● WHAT THE TASK REQUIRES:
I'd like the entire listing output verbatim, apart from the pictures.

● GIVEN DATA:

○ ○ ○ ○ ○ ○ ○

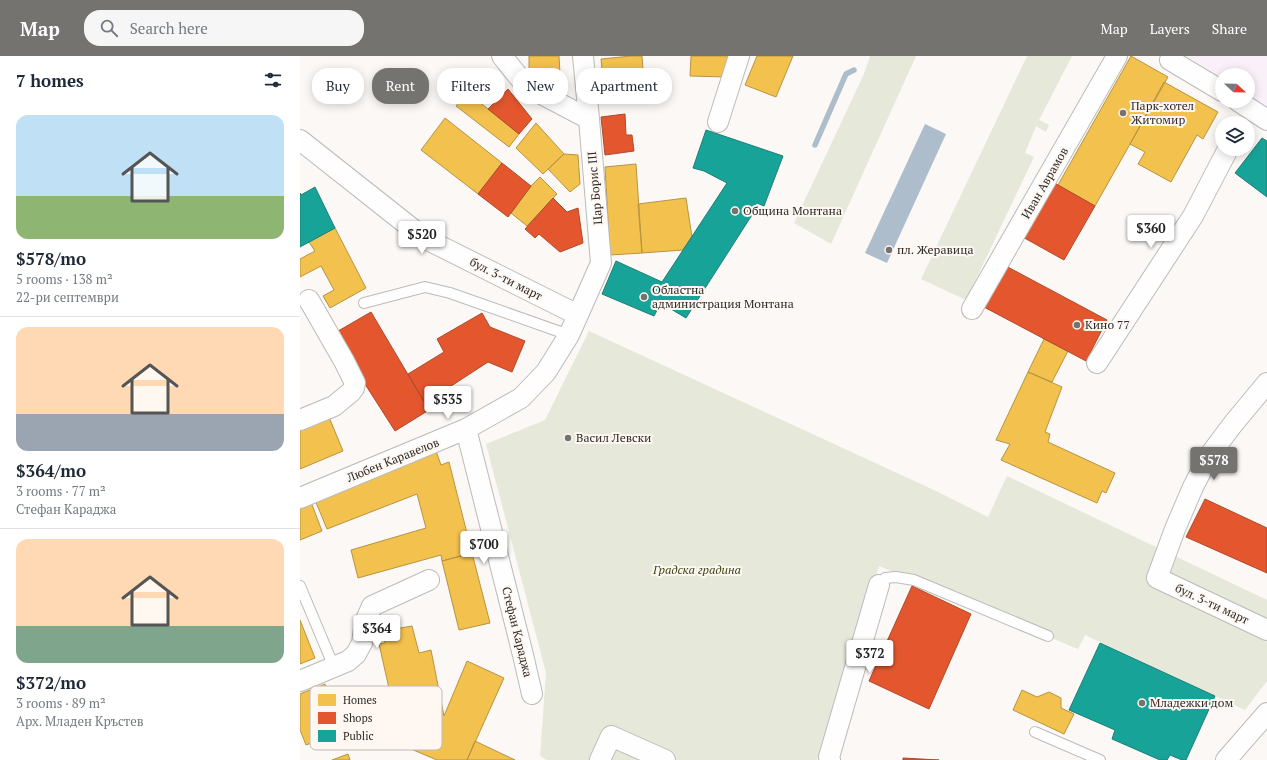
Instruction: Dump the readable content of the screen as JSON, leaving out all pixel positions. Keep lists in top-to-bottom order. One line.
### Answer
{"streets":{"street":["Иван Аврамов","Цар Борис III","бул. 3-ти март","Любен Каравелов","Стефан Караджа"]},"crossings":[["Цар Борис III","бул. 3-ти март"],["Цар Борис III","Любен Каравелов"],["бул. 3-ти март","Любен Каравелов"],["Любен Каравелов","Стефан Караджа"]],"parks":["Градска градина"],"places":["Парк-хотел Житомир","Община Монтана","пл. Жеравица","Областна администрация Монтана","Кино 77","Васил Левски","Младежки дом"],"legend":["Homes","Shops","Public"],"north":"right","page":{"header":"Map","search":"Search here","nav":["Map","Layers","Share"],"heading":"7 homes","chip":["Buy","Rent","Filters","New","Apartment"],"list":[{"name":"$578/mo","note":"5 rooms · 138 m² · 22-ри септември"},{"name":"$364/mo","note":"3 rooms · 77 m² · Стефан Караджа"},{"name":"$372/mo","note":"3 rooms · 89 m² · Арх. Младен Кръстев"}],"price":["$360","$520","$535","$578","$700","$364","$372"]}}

○ ○ ○ ○ ○ ○ ○

● EXPECTED OUTPUT:
Instruction: Dump the readable content of the screen as JSON, leaving out all pixel positions. Keep lists in top-to-bottom order. One line.
### Answer
{"streets":{"street":["Иван Аврамов","Цар Борис III","бул. 3-ти март","Любен Каравелов","Стефан Караджа"]},"crossings":[["Цар Борис III","бул. 3-ти март"],["Цар Борис III","Любен Каравелов"],["бул. 3-ти март","Любен Каравелов"],["Любен Каравелов","Стефан Караджа"]],"parks":["Градска градина"],"places":["Парк-хотел Житомир","Община Монтана","пл. Жеравица","Областна администрация Монтана","Кино 77","Васил Левски","Младежки дом"],"legend":["Homes","Shops","Public"],"north":"right","page":{"header":"Map","search":"Search here","nav":["Map","Layers","Share"],"heading":"7 homes","chip":["Buy","Rent","Filters","New","Apartment"],"list":[{"name":"$578/mo","note":"5 rooms · 138 m² · 22-ри септември"},{"name":"$364/mo","note":"3 rooms · 77 m² · Стефан Караджа"},{"name":"$372/mo","note":"3 rooms · 89 m² · Арх. Младен Кръстев"}],"price":["$360","$520","$535","$578","$700","$364","$372"]}}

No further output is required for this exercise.